Date of Award

Spring 5-2018

Document Type

Dissertation

Degree Name

Doctor of Philosophy (PhD)

Department

English

First Advisor

David I. Hanauer

Second Advisor

Sharon K. Deckert

Third Advisor

Dana Driscoll

Abstract

To suggest how U.S. colleges and departmental programs can further engage and retain undergraduates and how writing-across-the-curriculum (WAC) programs can support student engagement and retention, this study explored how chemistry and English majors at one northeastern U.S. state public university understood and performed identities in relation to their life, departmental, and disciplinary writing experiences. Data gathered to answer the study’s research questions came from co-written academic life narratives, participant-authored autobiographical writing, and disciplinary-writing interviews. Participants were undergraduates in chemistry (n = 7) and English (n = 10). Data was categorized to explore how participants understood their experiences, and it was analyzed for disciplinary identity performance.

Results indicate that chemistry and English majors understood becoming and remaining in their majors in terms of (a) mental orientations that predisposed them to be interested in and have aptitude for their majors; (b) influential people, such as teachers or family members, who inspired or validated them; (c) influential environments that awakened them to aspects of their majors; and (d) influential experiences, such as engaging classrooms, research, and reading and/or writing literature. Participants drew on these categories also in constructing academic life narratives that presented them as continuously and richly engaged with their majors.

Results also indicate that chemistry and English majors understood their disciplinary writing experiences as unique and comprising discipline-specific genres. Whereas chemistry majors explained their writing experiences as constituting more writing-in-the-disciplines (WID) experiences, English majors explained their writing experiences as constituting more writing-to-learn (WTL) experiences.
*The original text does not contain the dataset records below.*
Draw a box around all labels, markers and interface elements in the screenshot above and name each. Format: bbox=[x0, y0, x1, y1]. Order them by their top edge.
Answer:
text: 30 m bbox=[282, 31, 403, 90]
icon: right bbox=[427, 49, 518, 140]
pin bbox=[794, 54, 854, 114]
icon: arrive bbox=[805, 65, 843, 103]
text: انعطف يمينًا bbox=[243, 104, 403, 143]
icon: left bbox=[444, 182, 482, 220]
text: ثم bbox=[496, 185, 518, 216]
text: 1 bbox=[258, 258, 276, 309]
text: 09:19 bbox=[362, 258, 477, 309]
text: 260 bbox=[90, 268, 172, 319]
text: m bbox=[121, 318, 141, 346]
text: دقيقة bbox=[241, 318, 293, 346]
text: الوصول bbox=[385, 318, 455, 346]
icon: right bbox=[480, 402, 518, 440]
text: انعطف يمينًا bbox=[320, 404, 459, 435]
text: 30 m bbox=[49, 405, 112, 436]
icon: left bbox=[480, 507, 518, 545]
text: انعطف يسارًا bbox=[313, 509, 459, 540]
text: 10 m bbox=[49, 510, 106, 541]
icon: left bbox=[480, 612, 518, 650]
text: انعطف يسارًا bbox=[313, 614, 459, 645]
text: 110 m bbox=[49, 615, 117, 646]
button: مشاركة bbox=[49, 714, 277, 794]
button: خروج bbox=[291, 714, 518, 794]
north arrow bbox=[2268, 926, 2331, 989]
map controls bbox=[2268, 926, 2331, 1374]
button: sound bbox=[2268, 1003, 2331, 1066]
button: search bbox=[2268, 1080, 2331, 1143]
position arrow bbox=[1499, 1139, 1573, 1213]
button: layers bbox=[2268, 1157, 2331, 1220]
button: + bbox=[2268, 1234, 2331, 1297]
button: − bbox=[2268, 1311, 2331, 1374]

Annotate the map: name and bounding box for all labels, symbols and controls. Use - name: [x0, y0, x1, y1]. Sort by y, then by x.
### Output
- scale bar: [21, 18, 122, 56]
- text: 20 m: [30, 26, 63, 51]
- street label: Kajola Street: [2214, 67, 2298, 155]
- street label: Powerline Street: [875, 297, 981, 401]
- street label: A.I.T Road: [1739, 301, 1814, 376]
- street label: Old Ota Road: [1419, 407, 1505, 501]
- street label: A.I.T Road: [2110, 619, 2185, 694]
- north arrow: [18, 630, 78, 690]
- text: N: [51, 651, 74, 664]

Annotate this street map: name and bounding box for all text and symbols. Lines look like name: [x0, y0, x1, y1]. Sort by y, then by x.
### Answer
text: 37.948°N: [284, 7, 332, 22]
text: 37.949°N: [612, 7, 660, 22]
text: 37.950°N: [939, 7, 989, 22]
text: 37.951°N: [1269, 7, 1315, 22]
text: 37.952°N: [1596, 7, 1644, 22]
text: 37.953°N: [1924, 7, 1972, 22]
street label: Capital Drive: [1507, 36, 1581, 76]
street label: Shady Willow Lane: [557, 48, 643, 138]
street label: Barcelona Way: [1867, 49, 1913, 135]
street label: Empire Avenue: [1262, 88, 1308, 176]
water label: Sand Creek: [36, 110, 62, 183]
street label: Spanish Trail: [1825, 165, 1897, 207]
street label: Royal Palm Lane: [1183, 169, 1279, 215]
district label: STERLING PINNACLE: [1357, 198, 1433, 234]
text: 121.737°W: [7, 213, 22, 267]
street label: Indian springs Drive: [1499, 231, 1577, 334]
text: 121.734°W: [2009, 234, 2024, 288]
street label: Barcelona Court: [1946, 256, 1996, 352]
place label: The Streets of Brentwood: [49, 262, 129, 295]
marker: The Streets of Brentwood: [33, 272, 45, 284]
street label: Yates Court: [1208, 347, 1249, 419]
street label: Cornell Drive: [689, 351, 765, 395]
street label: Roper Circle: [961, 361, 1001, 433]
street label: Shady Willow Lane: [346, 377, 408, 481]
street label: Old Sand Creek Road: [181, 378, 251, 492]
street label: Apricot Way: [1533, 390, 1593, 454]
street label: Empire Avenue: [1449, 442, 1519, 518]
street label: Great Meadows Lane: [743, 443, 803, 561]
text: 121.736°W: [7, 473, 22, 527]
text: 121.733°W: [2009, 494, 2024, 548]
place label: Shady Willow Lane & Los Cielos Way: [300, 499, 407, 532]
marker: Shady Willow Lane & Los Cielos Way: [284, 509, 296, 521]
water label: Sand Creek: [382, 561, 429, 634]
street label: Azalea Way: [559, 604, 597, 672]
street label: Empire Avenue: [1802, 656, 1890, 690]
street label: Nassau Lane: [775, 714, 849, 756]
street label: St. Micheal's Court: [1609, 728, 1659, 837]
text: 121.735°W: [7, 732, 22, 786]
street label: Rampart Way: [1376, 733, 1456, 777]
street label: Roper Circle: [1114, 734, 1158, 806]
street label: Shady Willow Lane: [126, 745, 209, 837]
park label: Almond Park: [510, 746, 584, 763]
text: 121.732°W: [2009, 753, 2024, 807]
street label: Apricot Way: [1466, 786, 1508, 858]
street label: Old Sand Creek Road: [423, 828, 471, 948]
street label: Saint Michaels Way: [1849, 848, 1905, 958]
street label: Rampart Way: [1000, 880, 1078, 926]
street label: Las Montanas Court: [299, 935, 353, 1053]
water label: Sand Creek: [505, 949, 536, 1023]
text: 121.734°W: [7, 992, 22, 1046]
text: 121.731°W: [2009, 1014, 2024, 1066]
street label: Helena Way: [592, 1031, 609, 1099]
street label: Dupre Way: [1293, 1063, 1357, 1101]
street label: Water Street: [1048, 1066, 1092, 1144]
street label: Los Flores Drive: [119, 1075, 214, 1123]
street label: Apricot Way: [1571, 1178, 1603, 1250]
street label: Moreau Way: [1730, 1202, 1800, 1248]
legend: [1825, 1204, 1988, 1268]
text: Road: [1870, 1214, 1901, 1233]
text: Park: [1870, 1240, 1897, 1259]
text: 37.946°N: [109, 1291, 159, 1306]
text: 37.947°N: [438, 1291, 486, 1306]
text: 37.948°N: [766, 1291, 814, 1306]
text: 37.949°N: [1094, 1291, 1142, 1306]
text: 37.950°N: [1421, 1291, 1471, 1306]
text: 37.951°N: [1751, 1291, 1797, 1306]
This reported orientation of writing experiences in their majors provides context for understanding how participants constructed themselves as being involved in their majors in the future.

While these findings offer direction for helping chemistry and English departments in U.S. colleges create learning environments and experiences to support students’ persistence, these findings also offer direction for research and retention iniatives involving first-year composition and WAC programs.